STADTBIBLIOTHEK / SOMMERSZENE

25/06/14 Auch in diesem Jahr macht die Sommerszene den Stadtraum zur Bühne - und wählt für eine Produktion die Stadtbibliothek als Location: Die Norwegerin Mette Edvardsen ist dort mit „Time has fallen asleep in the afternoon sunshine“ zu Gast.

Die Zeit ist also in der Nachmittagssonne eingeschlafen – ein poetischer Titel. Mit der Aufführung sind Mette Edvardsen und ihre sechsköpfige Gruppe als eine Bibliothek der lebenden Bücher schon seit 2010 unterwegs, an unzähligen Stationen zwischen Trondheim bis Jerusalem.

Jede und jeder der Vortragenden hat ein Buch auswendig gelernt, um in einer halben Stunde Teile daraus in einem intimen Kunsterlebnis für einen Leser oder eine Leserin zu rezitieren. Eine äußerst individuelle Angelegenheit also.
Die Bühnen für die Vorträge haben keine Kulissen und keine Theatertechnik, es sind die Lesezonen oder auch die neue Panorama-Lounge in der Stadtbibliothek. Damit besticht die Inszenierung durch authentische Schlichtheit, bleibt aber trotzdem ein fragiles, vielschichtiges Wechselspiel zwischen dem Akt des Erinnerns und dem Kampf gegen das Vergessen. Durch die Unmittelbarkeit der Eins-zu-eins-Situation und lediglich mit der Kraft der Sprache wird diese Art der Lektüre zu einem zeitlosen, meditativen Ereignis, das einer viel beschworenen, aber selten praktizierten Kulturtechnik huldigt: dem Zuhören.

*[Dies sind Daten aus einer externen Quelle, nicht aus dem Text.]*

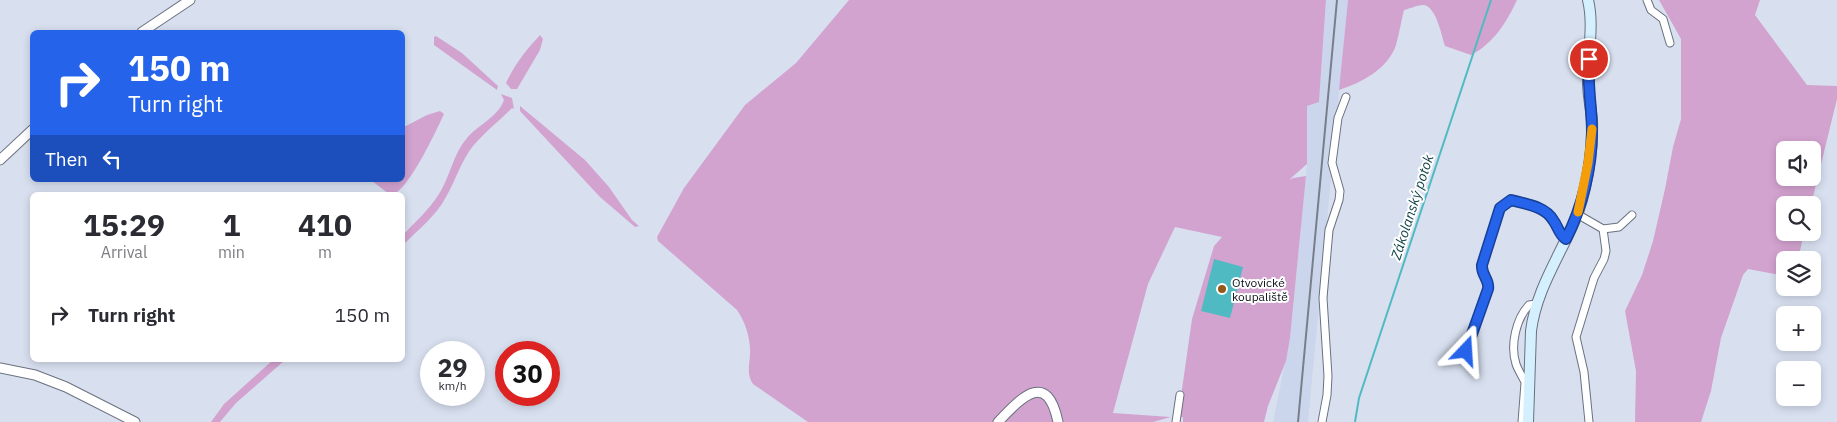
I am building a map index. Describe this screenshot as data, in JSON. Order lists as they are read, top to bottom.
{
  "water": ["Zákolanský potok"],
  "places": ["Otvovické koupaliště"],
  "page": {
    "turn": ["150 m", "Turn right"],
    "then": "Then",
    "map_buttons": ["+", "−"],
    "eta": [
      "15:29",
      "Arrival",
      "1",
      "min",
      "410",
      "m"
    ],
    "list": [
      {
        "name": "Turn right",
        "value": "150 m"
      }
    ],
    "speed": "29 km/h",
    "limit": "30"
  }
}
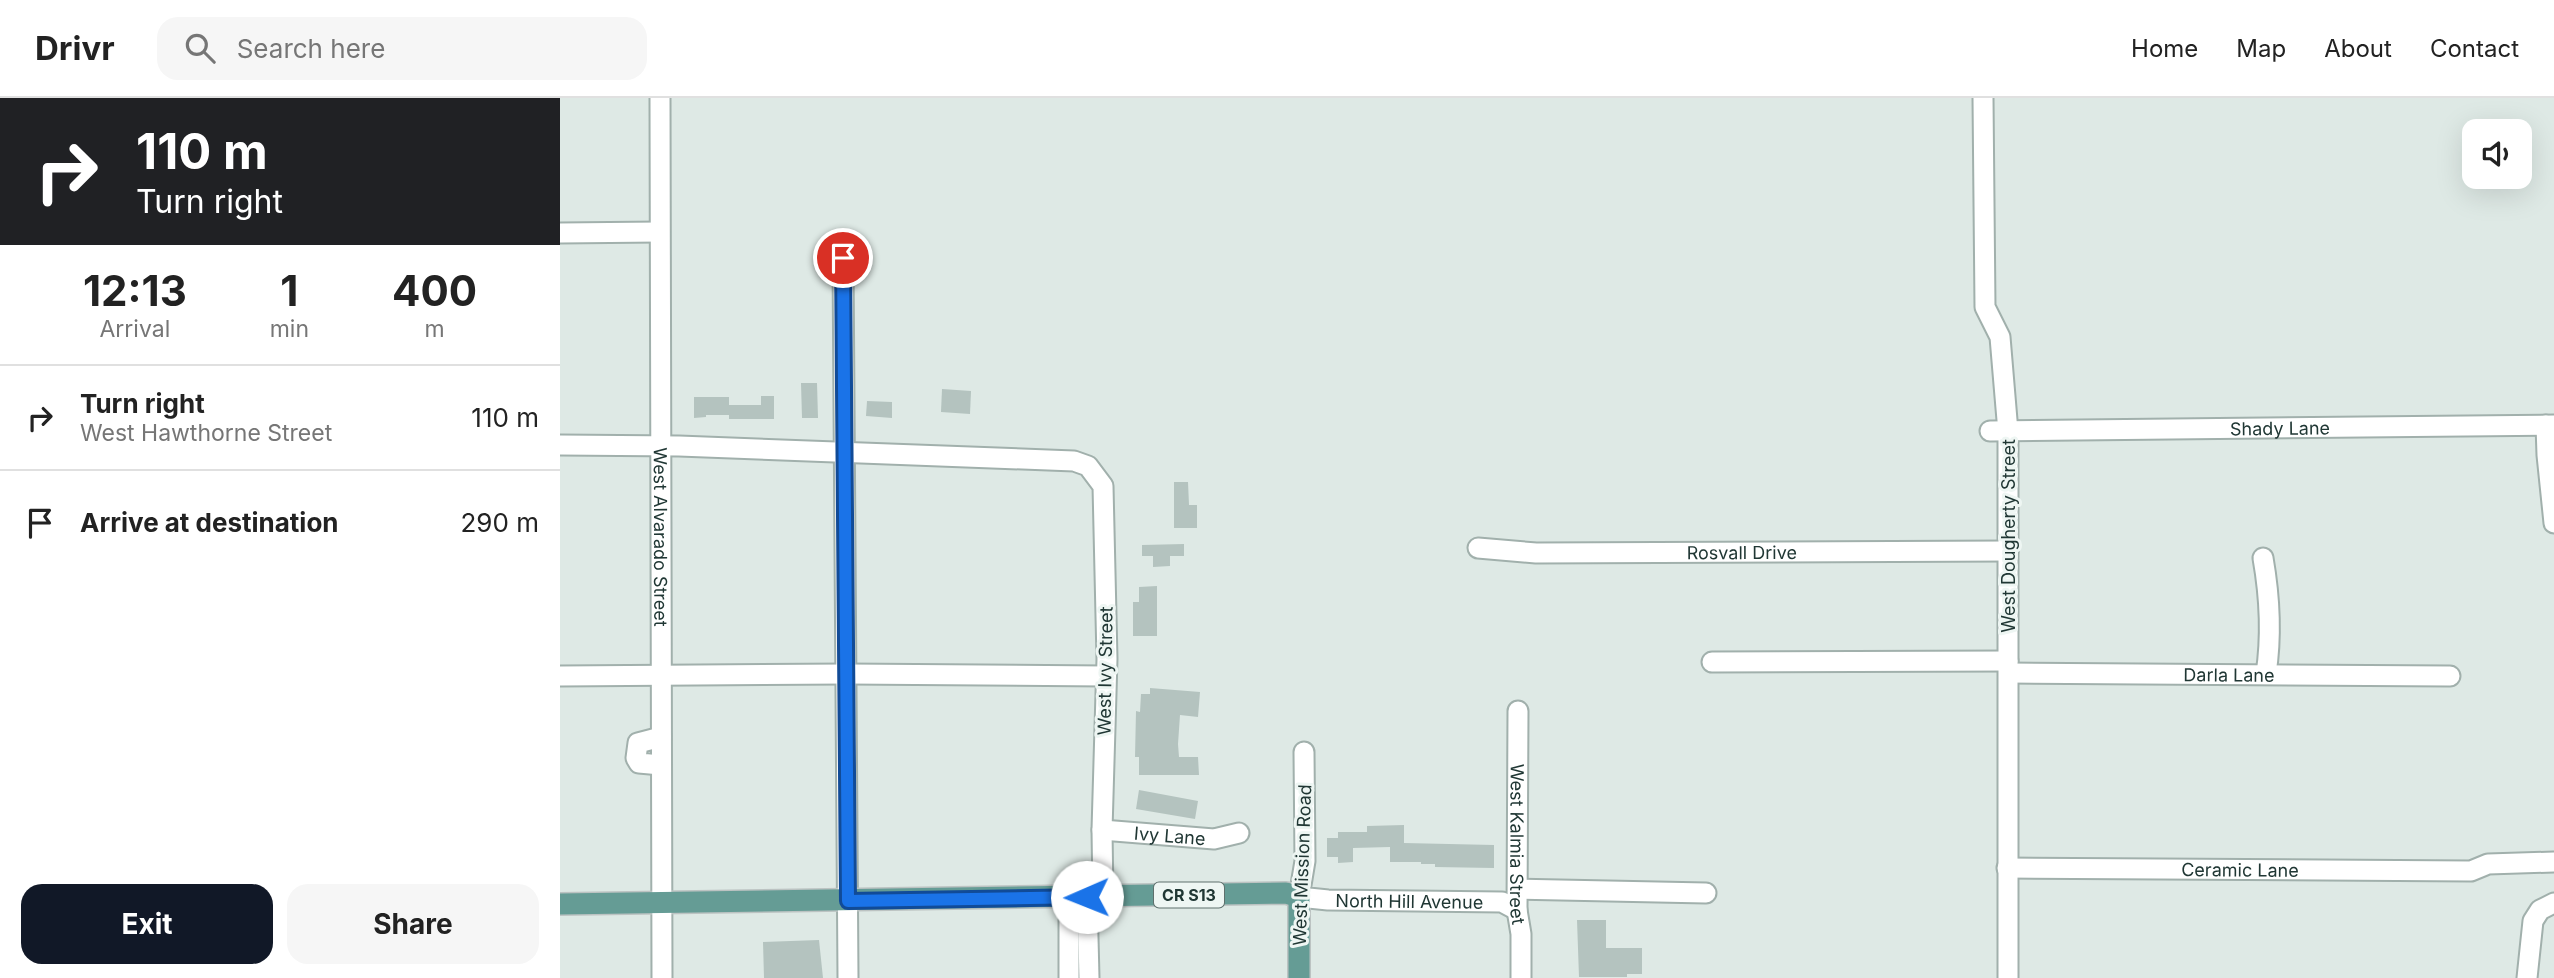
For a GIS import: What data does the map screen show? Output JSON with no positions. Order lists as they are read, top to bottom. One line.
{"streets":{"main road":["West Mission Road","CR S13"],"street":["Shady Lane","West Dougherty Street","West Alvarado Street","Rosvall Drive","West Ivy Street","Darla Lane","Ivy Lane","West Kalmia Street","Ceramic Lane","North Hill Avenue"]},"crossings":[["Shady Lane","West Dougherty Street"],["West Dougherty Street","Rosvall Drive"],["West Dougherty Street","Darla Lane"],["West Dougherty Street","Ceramic Lane"],["West Alvarado Street","CR S13"],["West Ivy Street","Ivy Lane"],["West Ivy Street","CR S13"],["West Kalmia Street","North Hill Avenue"],["West Mission Road","CR S13"],["West Mission Road","North Hill Avenue"],["CR S13","North Hill Avenue"]],"page":{"header":"Drivr","search":"Search here","nav":["Home","Map","About","Contact"],"turn":["110 m","Turn right"],"eta":["12:13","Arrival","1","min","400","m"],"list":[{"name":"Turn right","note":"West Hawthorne Street","value":"110 m"},{"name":"Arrive at destination","value":"290 m"}],"buttons":["Exit","Share"]}}
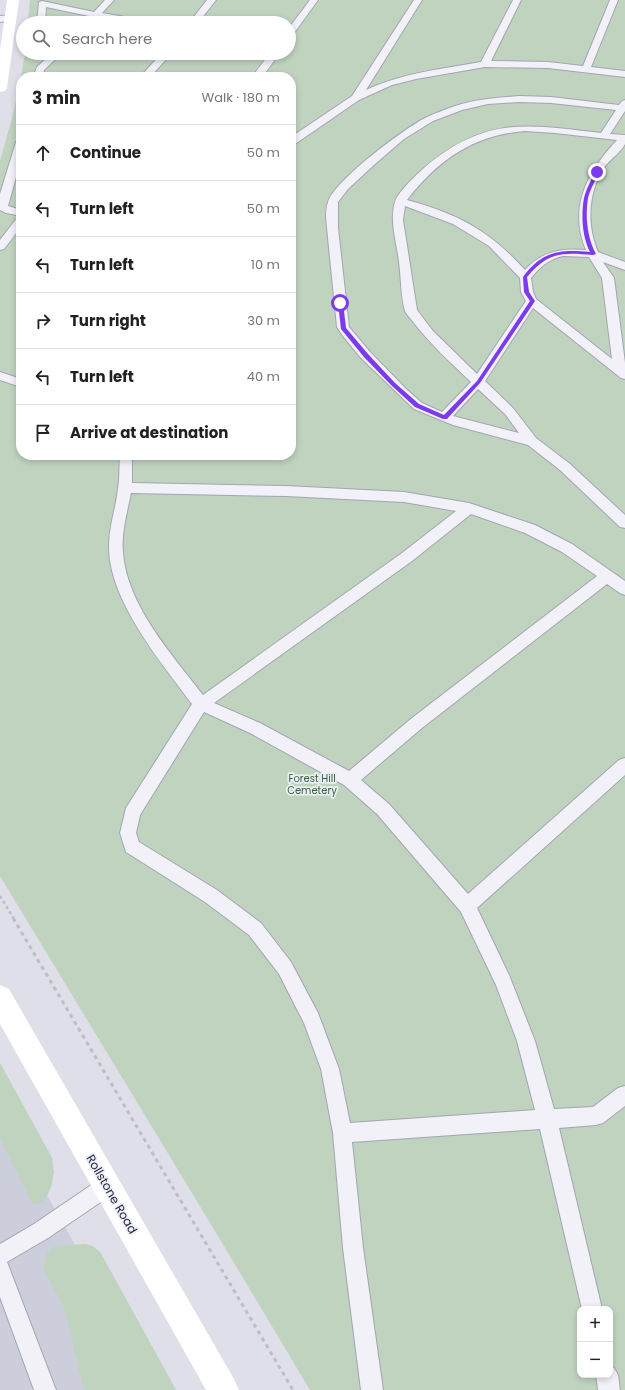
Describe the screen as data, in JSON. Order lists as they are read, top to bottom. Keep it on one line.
{"streets":{"main road":["Rollstone Road"]},"parks":["Forest Hill Cemetery"],"page":{"search":"Search here","heading":["3 min","Walk · 180 m"],"list":[["Continue","50 m"],["Turn left","50 m"],["Turn left","10 m"],["Turn right","30 m"],["Turn left","40 m"],"Arrive at destination"],"map_buttons":["+","−"]}}
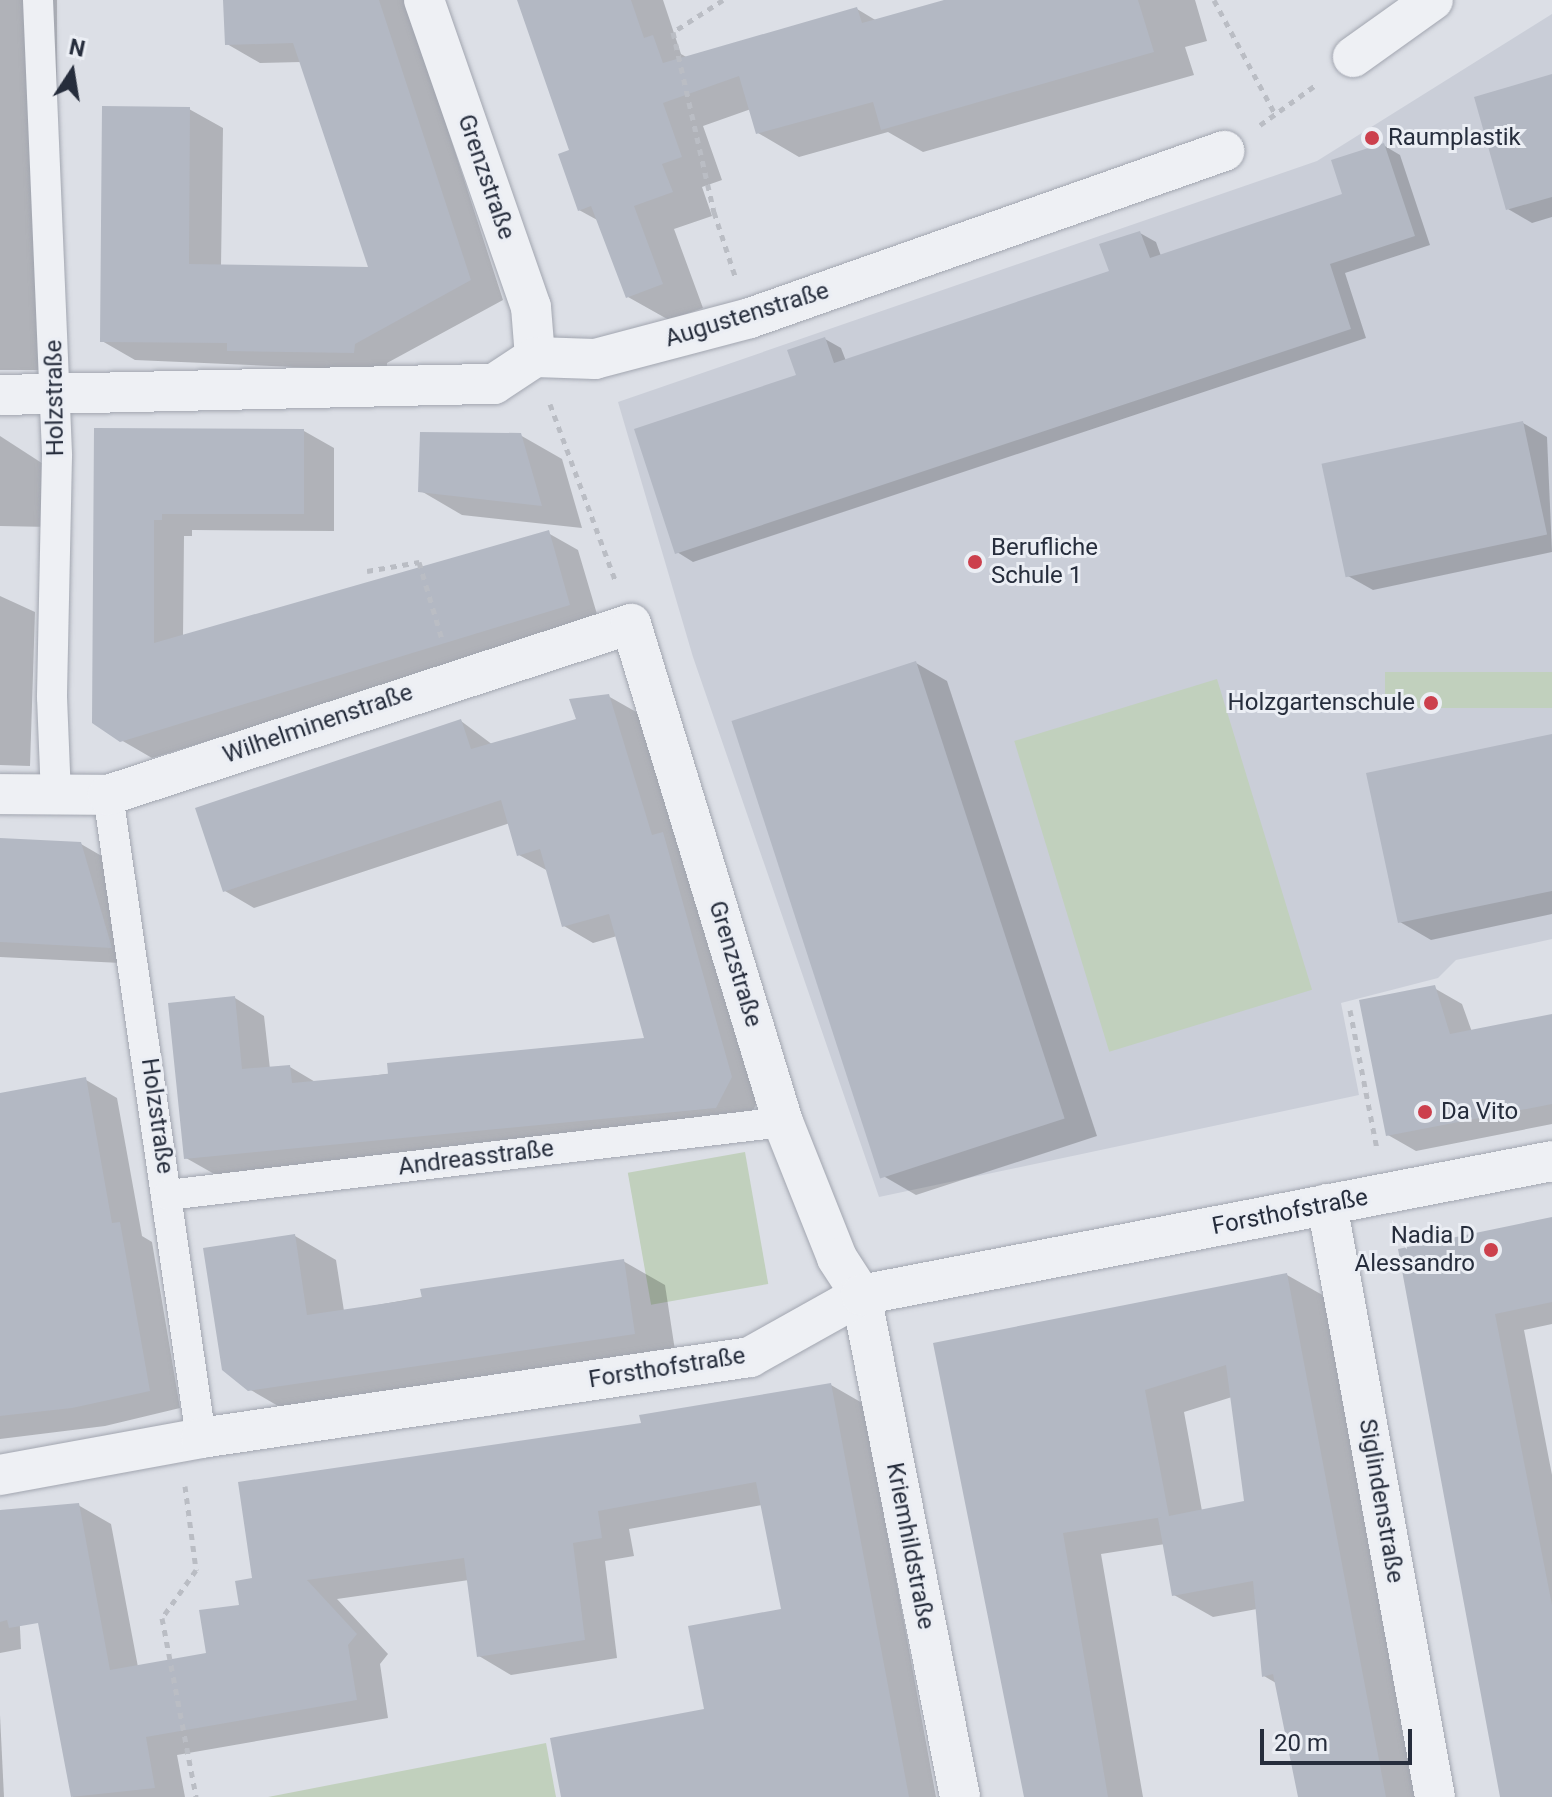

Mette Edvardsen startete ihre Karriere als Tänzerin bei "Les Ballets C de la B". Seit etwa zehn Jahren entwickelt sie vermehrt eigene Projekte. Ihr künstlerisches Interesse gilt neben dem Tanz und den performativen Künsten vor allem der Literatur.

Die Inspiration für "Time has fallen asleep in the afternoon sunshine" fand sie in Ray Bradbury’s "Fahrenheit 451". In dieser Romanutopie werden Bücher systematisch verbrannt, denn sie gelten als Ursache für nicht systemkonformes Denken und eigenständiges Handeln, beides eine Gefahr für eine „perfekte“ Gesellschaft.

Und welche Bücher werden nun lebendig? Goethes „Faust“, „Loslabern“ von Rainald Goetz, „Seltsame Sterne starren zur Erde“ von Emine Sevgi Özdamar, Truman Capotes „Answered Prayers“, „Bartleby the Scrivener“ und „I am a Cat“ von Soseki Natsume. (InfoZ)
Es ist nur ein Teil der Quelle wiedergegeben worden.